The Sept. 11 Family Steering Committee wants Bush to publicly answer questions under oath regarding his actions on Sept. 11, what he knew about possible terrorist threats to the United States in the months before the attacks, and what he knew about the intentions of Osama bin Laden and al Qaeda. The group also asked why, to date, no one in government has been held accountable for the "countless failures leading up to and on [Sept. 11]."

Bush has offered to meet privately with select members of the National Commission on Terrorist Attacks upon the United States, which was established to develop a comprehensive report on the Sept. 11 attacks, along with recommendations for averting future attacks.

The president initially opposed the creation of the commission, and the Bush administration and various agencies have been accused of withholding critical information for the investigation.

On Friday, the steering committee asked the Senate Select Intelligence Committee to hold a special, one-day hearing on the status of the commission's work. In a letter to committee Chairman Sen. Pat Roberts, R-Kan., and ranking member Sen. John Rockefeller, D-W.Va., the families said they are frustrated that the commission has not been more aggressive in seeking information from the Bush administration and believe the commission is now "substantially compromised." "Currently, the commission has less than optimal access to executive branch documents, limited time to complete their investigation and limited cooperation on behalf of certain high-ranking officials to testify under oath in public hearings," the letter stated. "A congressional hearing is the only way this commission can regain its lost ground, re-focus its investigation, and re-establish good faith in its work product." The commission has not decided yet whether to accept Bush's offer for a limited meeting. Some commission members and the families' committee want Bush to testify publicly under oath. Other high-ranking officials, such as Defense Secretary Donald Rumsfeld and CIA Director George Tenet, have agreed to testify publicly before the full commission during a two-day session in late March.

The commission held a closed session with National Security Adviser Condoleezza Rice earlier this month, and is trying to reach an agreement with Vice President Dick Cheney, former President Bill Clinton and former Vice President Al Gore to testify. The commission has not released any reports concerning its meeting with Rice.

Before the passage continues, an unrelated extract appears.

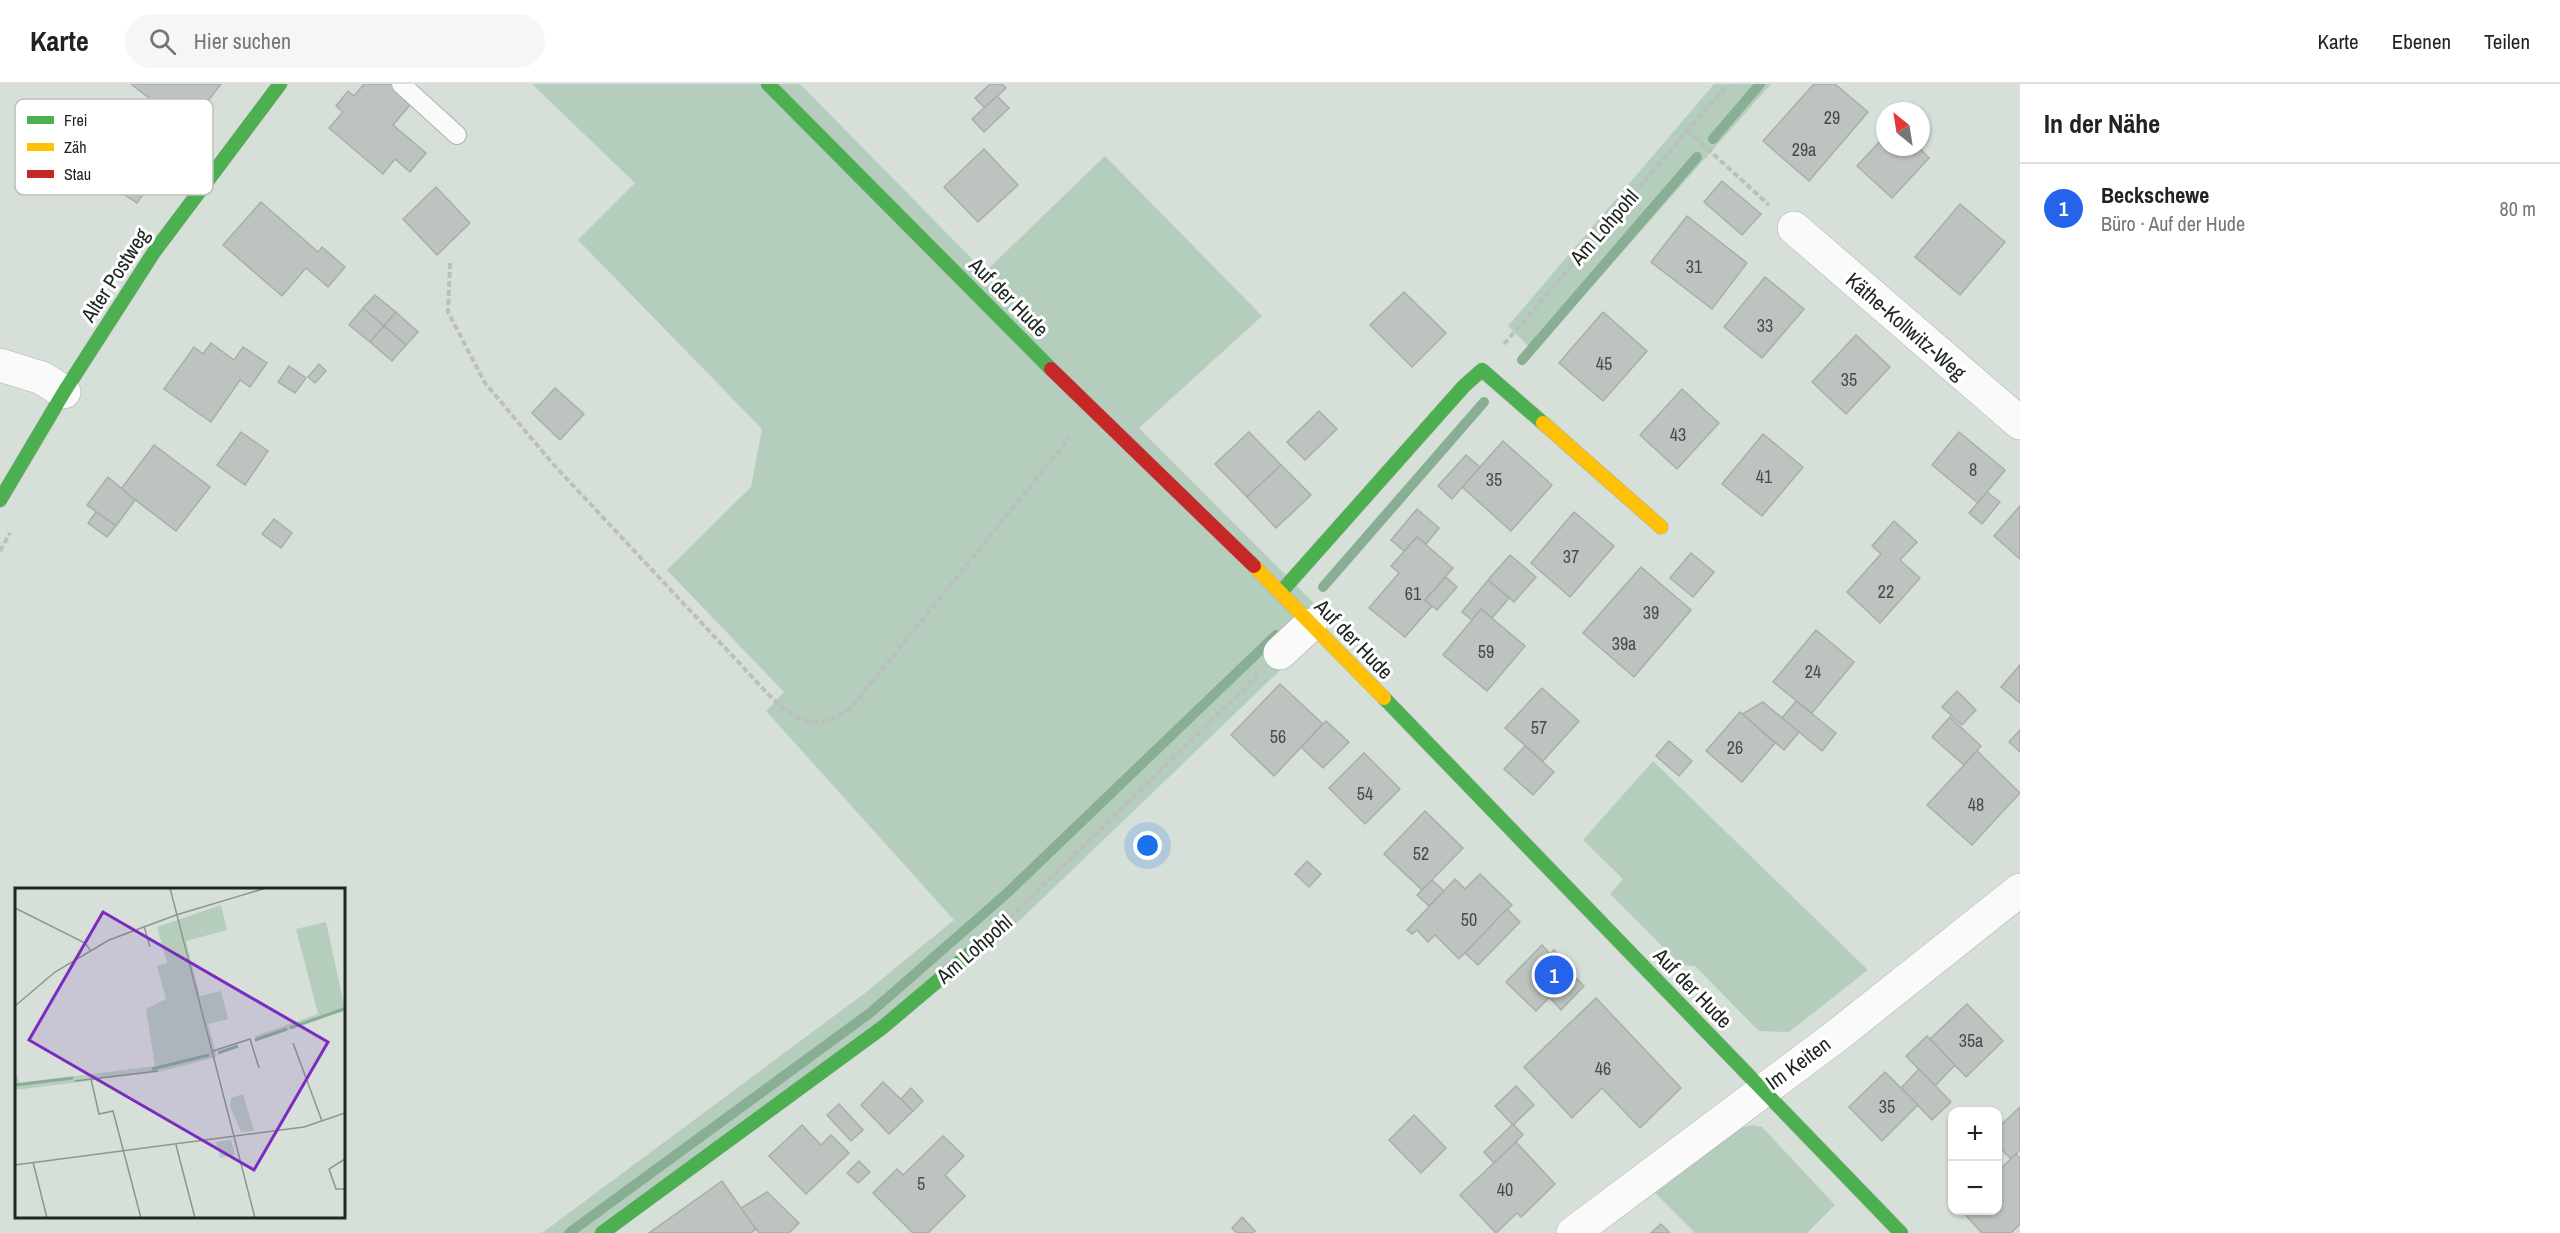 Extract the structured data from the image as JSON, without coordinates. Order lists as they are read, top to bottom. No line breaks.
{"streets":{"street":["Am Lohpohl","Alter Postweg","Auf der Hude","Käthe-Kollwitz-Weg","Im Keiten"]},"crossings":[["Auf der Hude","Im Keiten"]],"house_numbers":["29","29a","31","33","45","35","43","8","41","35","37","22","61","39","39a","59","24","57","56","26","54","48","52","50","35a","46","35","5","40"],"legend":["Frei","Zäh","Stau"],"north":"top left","page":{"header":"Karte","search":"Hier suchen","nav":["Karte","Ebenen","Teilen"],"heading":"In der Nähe","list":[{"mark":"1","name":"Beckschewe","note":"Büro · Auf der Hude","value":"80 m"}],"pins":"1","map_buttons":["+","−"]}}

The commission has requested a two-month extension--until July 27--to complete its work. President Bush originally opposed extending the deadline, but subsequently reversed his position. Key lawmakers are divided over the issue. House Speaker Dennis Hastert, R-Ill., opposes any extension while Sens. Joe Lieberman, D-Conn., and John McCain, R-Ariz., introduced legislation that would extend the commission's life to Jan. 10, 2005, taking it past the November presidential elections.

In recent weeks the commission's investigation has focused on what federal agencies and high-ranking officials did in the months leading up to the attacks and on Sept. 11, 2001. Last month, the panel issued its first interim reports highlighting the failures of federal law enforcement, immigration and aviation agencies.

One report concluded that immigration and law enforcement agencies failed to share information and detect fraudulent documents in the months leading up to the attacks. For example, the FBI collected information on two of the 19 terrorists before the attacks, but did not share that information with consular officials in Saudi Arabia, who issued the attackers visas.

Another report concluded that the Federal Aviation Administration failed to heed domestic terrorist warnings and secure the nation's airports.

Last week, Rep. Henry Waxman, D-Calif., ranking member of the House Government Reform Committee, sent Attorney General John Ashcroft a list of questions concerning the conditions under which relatives of bin Laden were allowed to leave the United States in the days following Sept. 11.

Citing press reports and congressional testimony, Waxman asked whether the Justice Department and FBI conducted meaningful interrogations of bin Laden family members before they were permitted to leave the country and why they were apparently allowed to fly in a private plane after Sept. 11 when the FAA had banned all private flights.

"Relatives of Osama bin Laden may have had information relevant to the attacks of al Qaeda in general," Waxman wrote. "Family members potentially could be sources of information concerning his whereabouts, the identity and activities of his associates, or the structure and financing of al Qaeda. It is difficult to understand why the United States government would have voluntarily shut the door on this type of investigative opportunity."

The Family Steering Committee included the same question in their list of queries for President Bush.